* About this exercise: Extract, unchanged, every line from the top of the material below through the line with "context.stroke(path);", and no more.

* Supplied records:
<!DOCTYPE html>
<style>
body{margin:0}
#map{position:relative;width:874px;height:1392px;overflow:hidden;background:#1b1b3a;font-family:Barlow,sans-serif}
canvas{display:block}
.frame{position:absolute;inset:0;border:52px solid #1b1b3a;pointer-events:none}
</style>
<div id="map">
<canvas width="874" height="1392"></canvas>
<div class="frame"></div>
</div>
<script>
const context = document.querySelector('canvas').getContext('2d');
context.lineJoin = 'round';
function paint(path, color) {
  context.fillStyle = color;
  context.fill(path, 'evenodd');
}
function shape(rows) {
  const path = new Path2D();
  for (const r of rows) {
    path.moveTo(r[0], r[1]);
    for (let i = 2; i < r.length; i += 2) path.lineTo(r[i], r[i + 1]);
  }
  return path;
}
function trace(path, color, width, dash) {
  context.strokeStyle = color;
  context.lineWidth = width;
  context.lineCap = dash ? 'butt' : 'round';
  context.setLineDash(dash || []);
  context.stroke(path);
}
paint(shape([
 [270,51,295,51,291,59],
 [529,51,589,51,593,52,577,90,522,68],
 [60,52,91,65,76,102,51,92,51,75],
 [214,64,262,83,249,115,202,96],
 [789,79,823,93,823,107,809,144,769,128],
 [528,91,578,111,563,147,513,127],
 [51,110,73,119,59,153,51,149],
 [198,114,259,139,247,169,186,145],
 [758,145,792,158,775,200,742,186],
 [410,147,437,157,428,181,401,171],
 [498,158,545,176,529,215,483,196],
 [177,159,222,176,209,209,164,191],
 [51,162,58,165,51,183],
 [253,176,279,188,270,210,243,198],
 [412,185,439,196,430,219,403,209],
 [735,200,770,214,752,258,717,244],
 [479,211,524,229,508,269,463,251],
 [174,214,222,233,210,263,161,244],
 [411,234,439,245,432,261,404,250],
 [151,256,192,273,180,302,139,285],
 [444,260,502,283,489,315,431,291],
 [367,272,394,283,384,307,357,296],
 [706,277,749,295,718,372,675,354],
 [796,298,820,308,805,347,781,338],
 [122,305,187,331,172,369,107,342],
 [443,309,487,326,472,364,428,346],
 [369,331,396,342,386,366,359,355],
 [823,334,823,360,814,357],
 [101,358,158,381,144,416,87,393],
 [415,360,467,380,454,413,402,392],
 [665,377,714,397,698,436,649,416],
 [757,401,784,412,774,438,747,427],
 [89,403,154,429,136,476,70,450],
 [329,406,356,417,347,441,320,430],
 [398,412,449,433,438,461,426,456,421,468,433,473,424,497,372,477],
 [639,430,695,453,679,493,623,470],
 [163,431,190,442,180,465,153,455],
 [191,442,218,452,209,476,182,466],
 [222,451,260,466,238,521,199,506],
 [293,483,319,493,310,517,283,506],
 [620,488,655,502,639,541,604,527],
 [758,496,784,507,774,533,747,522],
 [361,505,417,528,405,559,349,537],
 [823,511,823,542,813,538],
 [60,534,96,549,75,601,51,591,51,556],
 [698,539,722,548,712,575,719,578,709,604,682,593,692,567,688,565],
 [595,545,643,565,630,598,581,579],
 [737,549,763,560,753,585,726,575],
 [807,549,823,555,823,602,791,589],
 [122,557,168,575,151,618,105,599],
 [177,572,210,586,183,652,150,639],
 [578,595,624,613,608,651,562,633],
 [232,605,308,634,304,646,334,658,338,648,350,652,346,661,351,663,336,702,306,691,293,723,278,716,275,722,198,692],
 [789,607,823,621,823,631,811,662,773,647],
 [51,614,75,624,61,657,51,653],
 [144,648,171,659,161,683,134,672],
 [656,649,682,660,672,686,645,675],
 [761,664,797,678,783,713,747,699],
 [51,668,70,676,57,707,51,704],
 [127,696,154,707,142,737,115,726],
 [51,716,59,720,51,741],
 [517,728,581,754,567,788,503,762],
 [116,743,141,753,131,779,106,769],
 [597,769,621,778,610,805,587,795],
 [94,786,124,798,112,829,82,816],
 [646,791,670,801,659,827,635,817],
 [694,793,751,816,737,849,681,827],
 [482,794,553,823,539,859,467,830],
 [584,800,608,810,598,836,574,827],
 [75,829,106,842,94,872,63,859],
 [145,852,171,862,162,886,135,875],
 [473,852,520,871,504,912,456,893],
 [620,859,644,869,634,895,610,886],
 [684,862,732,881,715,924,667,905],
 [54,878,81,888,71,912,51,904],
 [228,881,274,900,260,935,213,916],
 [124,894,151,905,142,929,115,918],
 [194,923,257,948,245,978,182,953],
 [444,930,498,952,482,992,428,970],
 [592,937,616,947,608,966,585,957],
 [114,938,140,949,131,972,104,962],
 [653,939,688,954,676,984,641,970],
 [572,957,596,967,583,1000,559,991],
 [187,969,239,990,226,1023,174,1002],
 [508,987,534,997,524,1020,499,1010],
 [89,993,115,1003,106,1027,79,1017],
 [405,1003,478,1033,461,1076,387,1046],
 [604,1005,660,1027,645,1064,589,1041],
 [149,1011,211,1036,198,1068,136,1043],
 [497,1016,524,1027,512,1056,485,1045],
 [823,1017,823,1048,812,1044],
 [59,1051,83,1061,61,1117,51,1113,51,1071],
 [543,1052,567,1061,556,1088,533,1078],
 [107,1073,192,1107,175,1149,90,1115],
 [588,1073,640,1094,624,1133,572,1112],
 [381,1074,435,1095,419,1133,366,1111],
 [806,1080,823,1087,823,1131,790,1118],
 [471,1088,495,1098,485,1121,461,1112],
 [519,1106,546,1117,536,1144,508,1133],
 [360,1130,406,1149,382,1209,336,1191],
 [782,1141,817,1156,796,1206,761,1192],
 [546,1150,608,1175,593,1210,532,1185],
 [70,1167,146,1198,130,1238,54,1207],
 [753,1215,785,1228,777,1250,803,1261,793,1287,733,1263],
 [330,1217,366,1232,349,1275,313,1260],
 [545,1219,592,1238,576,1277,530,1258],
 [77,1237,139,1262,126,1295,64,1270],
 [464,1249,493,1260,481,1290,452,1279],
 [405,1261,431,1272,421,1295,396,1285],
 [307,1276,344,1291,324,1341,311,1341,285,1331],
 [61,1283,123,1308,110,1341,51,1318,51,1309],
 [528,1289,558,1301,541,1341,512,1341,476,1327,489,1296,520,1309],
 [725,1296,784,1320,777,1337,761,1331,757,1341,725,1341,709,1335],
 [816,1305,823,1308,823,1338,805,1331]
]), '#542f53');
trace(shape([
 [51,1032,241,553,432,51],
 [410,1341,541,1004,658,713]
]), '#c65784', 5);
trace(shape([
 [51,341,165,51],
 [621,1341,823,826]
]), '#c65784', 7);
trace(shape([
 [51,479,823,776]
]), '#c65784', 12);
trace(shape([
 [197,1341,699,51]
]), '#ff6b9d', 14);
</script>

* Your response:
<!DOCTYPE html>
<style>
body{margin:0}
#map{position:relative;width:874px;height:1392px;overflow:hidden;background:#1b1b3a;font-family:Barlow,sans-serif}
canvas{display:block}
.frame{position:absolute;inset:0;border:52px solid #1b1b3a;pointer-events:none}
</style>
<div id="map">
<canvas width="874" height="1392"></canvas>
<div class="frame"></div>
</div>
<script>
const context = document.querySelector('canvas').getContext('2d');
context.lineJoin = 'round';
function paint(path, color) {
  context.fillStyle = color;
  context.fill(path, 'evenodd');
}
function shape(rows) {
  const path = new Path2D();
  for (const r of rows) {
    path.moveTo(r[0], r[1]);
    for (let i = 2; i < r.length; i += 2) path.lineTo(r[i], r[i + 1]);
  }
  return path;
}
function trace(path, color, width, dash) {
  context.strokeStyle = color;
  context.lineWidth = width;
  context.lineCap = dash ? 'butt' : 'round';
  context.setLineDash(dash || []);
  context.stroke(path);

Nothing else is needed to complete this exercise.